Há muito — não sei se há dias, se há meses



Há muito — não sei se há dias, se há meses — não registo impressão nenhuma; não penso, portanto não existo. Estou esquecido de quem sou; não sei escrever porque não sei ser. Por um adormecimento oblíquo, tenho sido outro. Saber que me não lembro é despertar.

Desmaiei um bocado da minha vida. Volto a mim sem memória do que tenho sido, e a do que fui sofre de ter sido interrompida. Há em mim uma noção confusa de um intervalo incógnito, um esforço fútil de parte da memória para querer encontrar a outra. Não consigo reatar-me. Se tenho vivido, esqueci-me de o saber.

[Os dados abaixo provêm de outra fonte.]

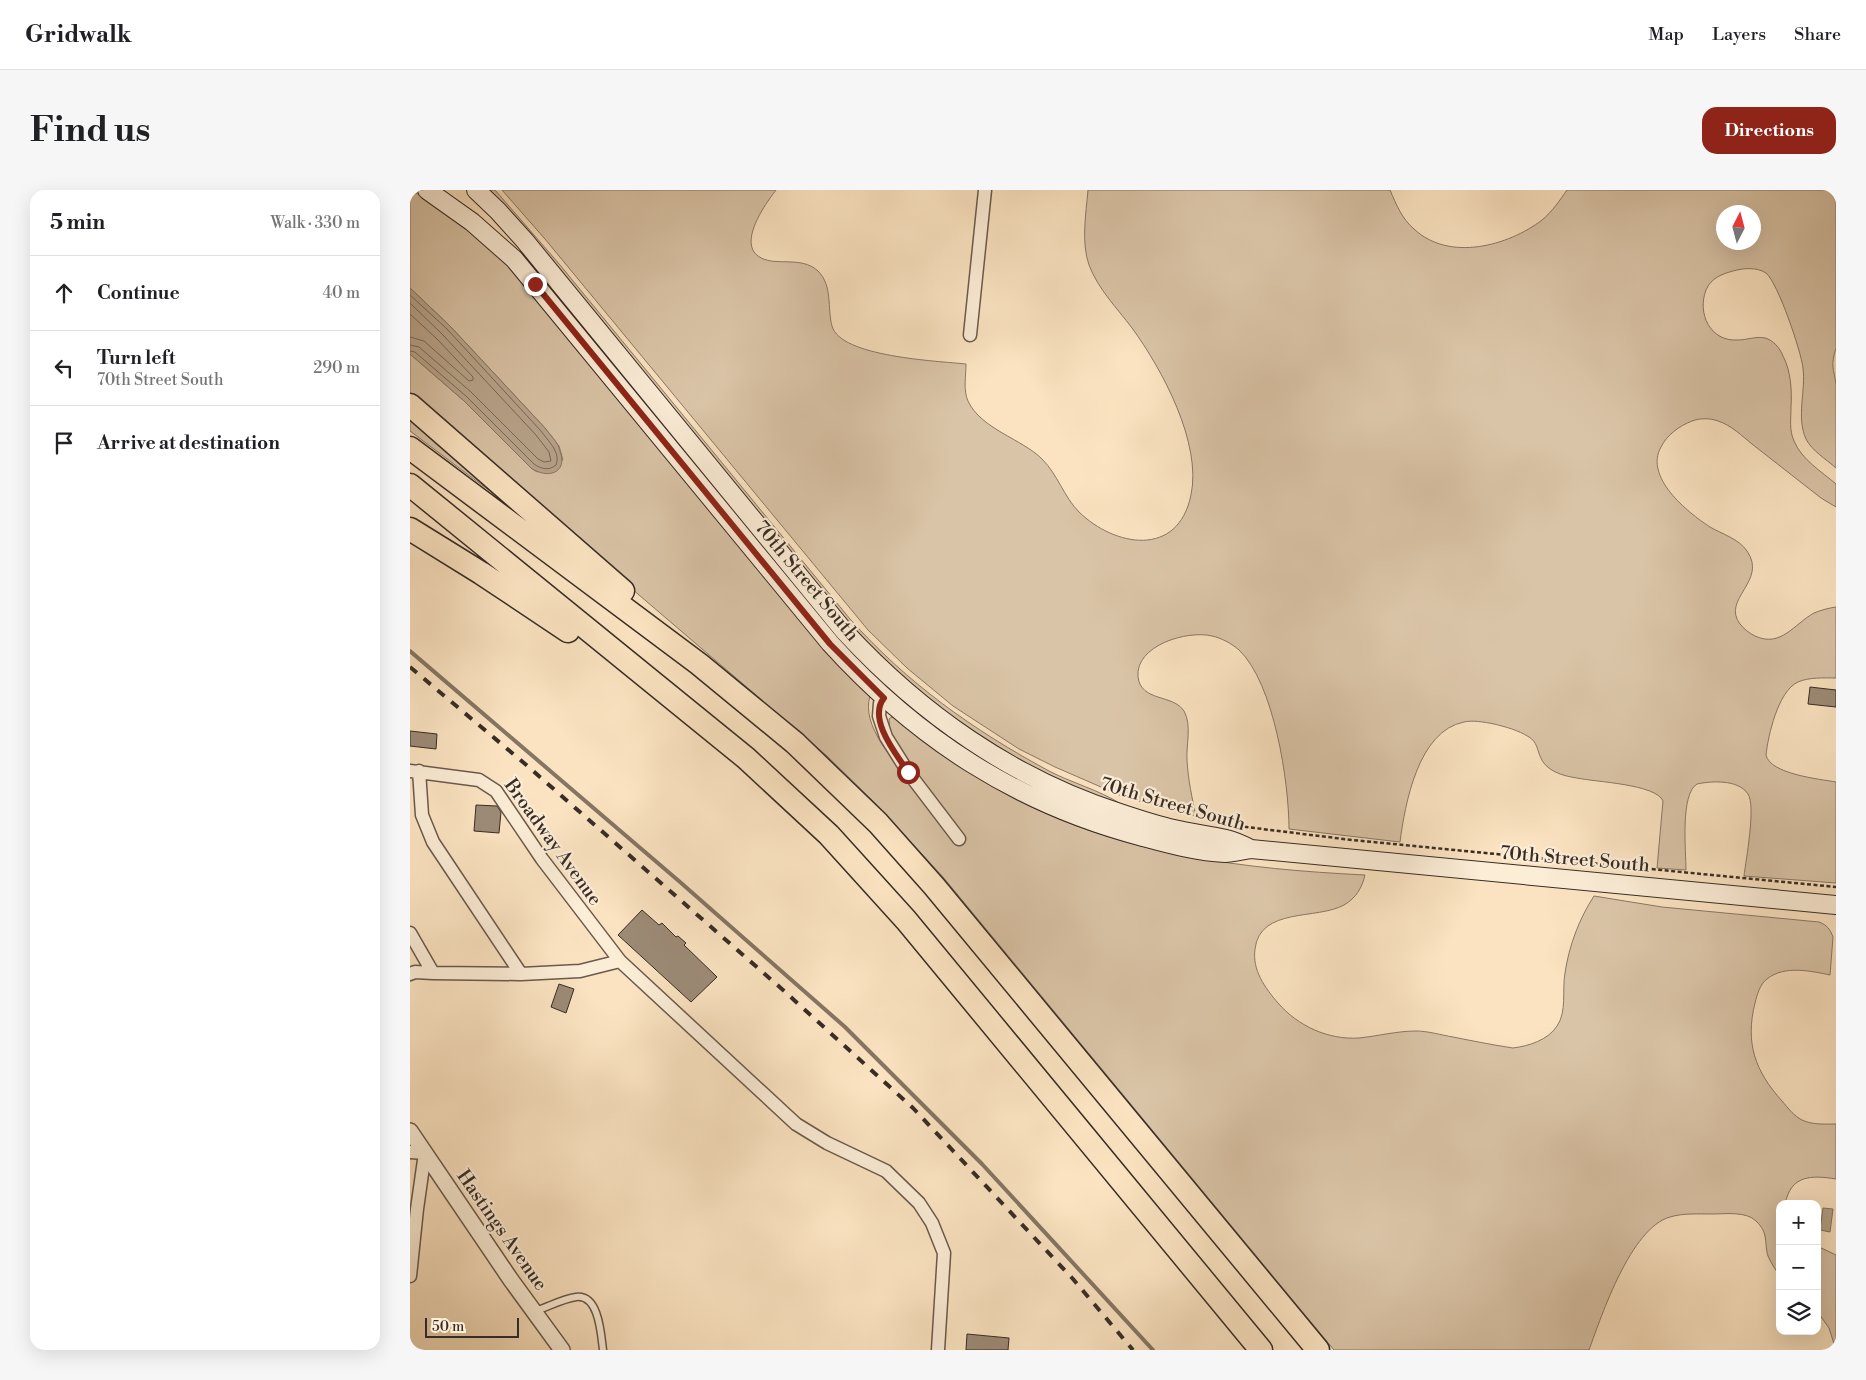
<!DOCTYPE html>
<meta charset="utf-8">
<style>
:root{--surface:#fff;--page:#f6f6f6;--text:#202124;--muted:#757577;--line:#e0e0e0;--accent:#8f2418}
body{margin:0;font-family:"Libre Bodoni",serif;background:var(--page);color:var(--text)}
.controls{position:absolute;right:15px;bottom:15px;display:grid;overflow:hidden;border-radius:10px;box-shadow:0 5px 20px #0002}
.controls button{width:45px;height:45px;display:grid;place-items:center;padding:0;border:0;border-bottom:1px solid var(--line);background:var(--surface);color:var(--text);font:25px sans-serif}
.compass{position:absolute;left:1306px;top:15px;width:45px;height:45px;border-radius:50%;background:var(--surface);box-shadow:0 5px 20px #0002;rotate:6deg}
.scale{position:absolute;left:15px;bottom:12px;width:94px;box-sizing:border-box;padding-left:5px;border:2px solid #382c26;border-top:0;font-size:14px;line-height:18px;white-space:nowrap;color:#382c26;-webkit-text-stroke:4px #fcedd7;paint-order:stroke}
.stop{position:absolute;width:15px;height:15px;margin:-11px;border:4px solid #8f2418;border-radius:50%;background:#fff}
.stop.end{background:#8f2418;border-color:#fff;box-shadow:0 1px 5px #0008}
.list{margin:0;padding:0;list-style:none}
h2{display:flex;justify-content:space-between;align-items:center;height:65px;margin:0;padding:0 20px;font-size:21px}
h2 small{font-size:16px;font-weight:400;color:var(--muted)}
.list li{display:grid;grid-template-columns:32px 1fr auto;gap:15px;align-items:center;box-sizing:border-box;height:75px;padding:0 20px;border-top:1px solid var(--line)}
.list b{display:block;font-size:19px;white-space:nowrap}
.list p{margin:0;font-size:16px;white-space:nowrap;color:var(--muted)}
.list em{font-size:16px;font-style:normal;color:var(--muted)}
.icon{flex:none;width:28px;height:28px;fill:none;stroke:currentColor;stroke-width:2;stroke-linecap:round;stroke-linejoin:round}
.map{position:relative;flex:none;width:1426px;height:1160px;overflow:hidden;border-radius:15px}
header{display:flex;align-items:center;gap:30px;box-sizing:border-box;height:70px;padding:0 25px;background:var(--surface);border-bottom:1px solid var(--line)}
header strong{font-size:24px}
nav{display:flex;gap:28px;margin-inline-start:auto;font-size:18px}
.intro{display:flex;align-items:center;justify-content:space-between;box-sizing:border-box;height:120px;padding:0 30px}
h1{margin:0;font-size:35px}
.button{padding:12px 22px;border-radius:15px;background:var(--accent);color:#fff;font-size:18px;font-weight:700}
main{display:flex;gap:30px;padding:0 30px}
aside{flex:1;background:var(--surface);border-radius:15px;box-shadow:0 5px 20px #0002}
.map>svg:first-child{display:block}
</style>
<header>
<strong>Gridwalk</strong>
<nav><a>Map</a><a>Layers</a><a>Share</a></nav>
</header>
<div class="intro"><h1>Find us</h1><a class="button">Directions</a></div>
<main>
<aside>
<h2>5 min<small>Walk · 330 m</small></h2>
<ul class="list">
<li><svg class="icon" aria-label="ahead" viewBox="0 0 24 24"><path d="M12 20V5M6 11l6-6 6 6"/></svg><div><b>Continue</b></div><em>40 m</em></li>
<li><svg class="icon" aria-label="left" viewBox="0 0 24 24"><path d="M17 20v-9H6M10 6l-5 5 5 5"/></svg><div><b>Turn left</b><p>70th Street South</p></div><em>290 m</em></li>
<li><svg class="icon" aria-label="arrive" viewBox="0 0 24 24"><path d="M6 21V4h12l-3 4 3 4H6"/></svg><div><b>Arrive at destination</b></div></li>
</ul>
</aside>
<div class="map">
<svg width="1426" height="1160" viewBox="0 0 1426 1160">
<rect width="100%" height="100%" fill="#fbe3c1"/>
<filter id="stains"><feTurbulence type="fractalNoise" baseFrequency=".004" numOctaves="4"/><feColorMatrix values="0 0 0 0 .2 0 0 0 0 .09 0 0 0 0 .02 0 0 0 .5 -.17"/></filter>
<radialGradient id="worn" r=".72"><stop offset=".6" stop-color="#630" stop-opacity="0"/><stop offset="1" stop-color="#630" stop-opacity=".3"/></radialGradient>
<path fill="#dac4a7" stroke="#897866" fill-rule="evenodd" d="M0,0L18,9L39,23L103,78L412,456L460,506C451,536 483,568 500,592L507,585L480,541L479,529L482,527C490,530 515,552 525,558C550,577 577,594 605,609C714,665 834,679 955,685C952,698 946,708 934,715C907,730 850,717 845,759C842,780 855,798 868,813C888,836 918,850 949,848C968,846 987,841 1006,841C1018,841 1031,845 1043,847C1063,851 1083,855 1103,858C1119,856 1138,850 1147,836C1157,822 1152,799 1155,783C1159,756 1169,729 1184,706L1252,717L1409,732C1417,735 1420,739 1423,747L1420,785C1401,781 1374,775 1357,789C1350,794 1347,805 1345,813C1335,853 1345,881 1372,911C1378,918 1384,926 1392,930C1402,935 1415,934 1426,934V989C1401,985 1381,985 1375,1014H1370V1086C1365,1079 1361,1073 1358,1066C1354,1053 1359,1043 1346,1031C1336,1021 1315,1024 1302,1024C1289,1024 1273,1023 1260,1027C1221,1038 1192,1124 1179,1160H924L533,687L465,613L416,565L0,209V164L53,210L121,278L127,282L153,270L149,256L135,238L40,136L0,98Z
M80,0H85L150,75L440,429C497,493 563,540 639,581C662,593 689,600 711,614C635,590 563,548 502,496C482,480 465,461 447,443L132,60Z
M92,0H366C353,17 320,64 361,71C377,73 395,69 408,81C423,96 417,118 422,136C430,167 528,171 556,174C556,185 553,200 558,211C571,239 612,249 632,269C648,285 654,307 669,322C705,357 768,368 781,305C792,253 752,179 722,138C707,118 688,99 679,75C671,52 676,24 678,0H980C986,14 992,29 1004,39C1039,72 1098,56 1132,30C1142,22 1150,10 1157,0H1426V158C1420,178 1424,177 1426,195C1426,222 1426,251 1426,278C1416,269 1402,261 1396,249C1386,227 1396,200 1393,178C1391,161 1368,93 1356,83C1347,77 1333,78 1323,81C1312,84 1301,88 1296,100C1287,123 1300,152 1328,150C1337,150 1346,146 1355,148C1363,150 1370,158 1373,166C1381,181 1382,201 1381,217C1381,229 1379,240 1384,251C1392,270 1411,281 1426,294V317L1411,308C1388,290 1365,272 1342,254C1332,246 1321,235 1308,231C1300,228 1290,228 1282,231C1269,236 1257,245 1251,257C1234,287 1277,322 1300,337C1312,344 1329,349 1337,361C1358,391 1311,409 1330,434C1334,439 1339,443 1345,446C1371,458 1384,434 1404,423C1411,420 1419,418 1426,417V488C1414,488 1399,487 1388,492C1368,501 1358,546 1356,565C1360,584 1409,589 1426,592V693L1334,686C1336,670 1346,616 1338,604C1328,589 1301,591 1287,594C1270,604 1276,662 1276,680L1247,678L1253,611C1246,594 1185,592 1167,588C1153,586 1135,581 1130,566C1127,559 1127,552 1119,547C1108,540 1096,537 1084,534C1074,532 1063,530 1054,532C1008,541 995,614 990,652L879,639C879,592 864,493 829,460C821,453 811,448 802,446C778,440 725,455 728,487C731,512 763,504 774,521C782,535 776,555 777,570C778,589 782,608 786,626L714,607L645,577L609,559L543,516L497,478L458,440L135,49ZM1314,22H1344V52H1314Z
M0,224L117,329L0,241Z
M1407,1056L1426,1065V1160L1419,1138L1407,1121Z"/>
<path fill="#b9a58c" stroke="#857563" d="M0,98L40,136L135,238C140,245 148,252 150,261C158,284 137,289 121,278L53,210L0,164Z
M1413,1018L1423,1019L1420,1042L1410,1040Z"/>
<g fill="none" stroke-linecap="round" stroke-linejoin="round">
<path stroke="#786859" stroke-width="1" d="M0,105L37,139L131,241C138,251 151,262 146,275C139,281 131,279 124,274L57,207L5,162L0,161
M0,113L32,144L126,245L139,262L141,271L134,272L128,269L61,202L9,157L0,155
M0,124L27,149L63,187V190L59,191L14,151L0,147"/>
<path stroke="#857563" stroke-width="4" d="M0,461L270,692L435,837L572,974L743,1160"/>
</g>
<path fill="#9d8b77" stroke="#382c26" d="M1400,497L1426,500V517L1398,514Z
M0,541L27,544L26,559L0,556Z
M66,615L87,616L91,622L89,643L64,641Z
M232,720L249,735L252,733L266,747L268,746L276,753L274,755L307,787L281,812L208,745Z
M149,794L164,799L156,823L141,817Z
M557,1144L599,1148L598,1160H556Z"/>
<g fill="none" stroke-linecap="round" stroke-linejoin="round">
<g stroke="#695a4d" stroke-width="9">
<path id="service" d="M125,1121C138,1117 152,1109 166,1107C189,1104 191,1144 193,1160"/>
</g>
<g stroke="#695a4d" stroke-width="15">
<path id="minor" d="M560,145L575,0
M474,508L470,513L469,526L476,547L498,582L549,649
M0,581L69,590L86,601L132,669L210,771
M9,581L12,625L23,652L111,784
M0,743L23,783L111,784L170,781L210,771L386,934L417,953L476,981L509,1013L522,1033L534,1063L528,1160
M0,784L5,782L23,783
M0,962L15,963L7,1019L0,1086"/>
</g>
<g stroke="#695a4d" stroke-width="18">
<path id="tertiary" d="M0,941L101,1090L152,1160"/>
</g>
<g stroke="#382c26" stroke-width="20">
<path id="secondary" d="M17,0L62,32L104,69L420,453C507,549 607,614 733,647C759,654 788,662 815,663C823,663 833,660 841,659L1426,715
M66,0L88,21L115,51L435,442C510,523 603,589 710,623C728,629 746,635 764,639C781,643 799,645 816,649C825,651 833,655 841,659"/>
</g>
<g stroke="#382c26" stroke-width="25">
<path id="motorway" d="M0,215L213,401
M0,258L289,474L385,553L468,633L524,696L908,1160
M0,295L336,568L419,645L496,730L851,1160
M0,339L71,383L158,441"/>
</g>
<path stroke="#382c26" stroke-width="2.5" stroke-dasharray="4 2.5" stroke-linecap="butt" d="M828,636L942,650L1426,697"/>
<use href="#service" stroke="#fcedd7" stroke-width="6"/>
<use href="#minor" stroke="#fcedd7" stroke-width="12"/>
<use href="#tertiary" stroke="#fcedd7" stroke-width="15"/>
<use href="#secondary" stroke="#fcedd7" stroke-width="18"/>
<use href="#motorway" stroke="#fbe3c1" stroke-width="22"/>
<path stroke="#382c26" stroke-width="4" stroke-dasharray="9 9" stroke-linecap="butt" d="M0,477L114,573L373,800L503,918L663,1089L723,1160"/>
</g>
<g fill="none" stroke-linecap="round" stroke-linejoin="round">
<path stroke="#8f2418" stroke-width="6" d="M125,94L420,454L474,508C457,529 487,565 498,582"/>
</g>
<g text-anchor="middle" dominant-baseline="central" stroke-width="4.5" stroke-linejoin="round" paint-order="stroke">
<g font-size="19" fill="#382c26" stroke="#fcedd7">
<text transform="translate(397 391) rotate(50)">70th Street South</text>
<text transform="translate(763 614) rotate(16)">70th Street South</text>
<text transform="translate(143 652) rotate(54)">Broadway Avenue</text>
<text transform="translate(1165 669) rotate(5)">70th Street South</text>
<text transform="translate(92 1040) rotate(55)">Hastings Avenue</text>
</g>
</g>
<rect width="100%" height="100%" filter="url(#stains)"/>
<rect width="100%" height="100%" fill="url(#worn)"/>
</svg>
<div class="controls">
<button>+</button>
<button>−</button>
<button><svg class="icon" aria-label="layers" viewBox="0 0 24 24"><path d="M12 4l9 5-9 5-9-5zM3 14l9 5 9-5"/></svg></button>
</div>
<svg class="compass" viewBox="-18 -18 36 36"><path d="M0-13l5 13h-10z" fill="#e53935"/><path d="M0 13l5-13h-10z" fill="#757577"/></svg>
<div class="scale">50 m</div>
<div class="stop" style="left:498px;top:582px"></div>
<div class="stop end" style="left:125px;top:94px"></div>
</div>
</main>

Não é que seja este primeiro dia do outono sensível — o primeiro de frio não fresco que veste o estio morto de menos luz — que me dê, numa transparência alheada, uma sensação de desígnio morto ou de vontade falsa. Não é que haja, neste interlúdio de coisas perdidas, um vestígio incerto de memória inútil. É, mais dolorosamente que isso, um tédio de estar lembrando o que se não recorda, um desalento do que a consciência perdeu entre algas ou juncos, à beira não sei de quê.

Conheço que o dia, límpido e imóvel, tem um céu positivo e azul menos claro que o azul profundo. Conheço que o sol, vagamente menos de ouro que era, doura de reflexos húmidos os muros e as janelas. Conheço que, não havendo vento, ou brisa que o lembre e negue, dorme todavia uma frescura desperta pela cidade indefinida. Conheço tudo isso, sem pensar nem crer, e não tenho sono senão por lembrança, nem saudade senão por desassossego.

Convalesço, estéril e longínquo, da doença que não tive. Predisponho-me, ágil de despertar, ao que não ouso. Que sono me não deixou dormir? Que afago me não quis falar? Que bom ser outro com este hausto frio de primavera forte! Que bom poder ao menos pensá-lo, melhor que a vida, enquanto, ao longe na imagem relembrada, os juncos, sem vento que se sinta, se inclinam glaucos da ribeira!

Quantas vezes, relembrando quem não fui, me medito jovem e esqueço! E eram outras que foram as paisagens que não vi nunca; eram novas sem terem sido as paisagens que deveras vi. Que me importa? Findei a acasos e interstícios, e, enquanto o fresco do dia é o do sol mesmo, dormem frios, no poente que vejo sem ter, os juncos escuros da ribeira.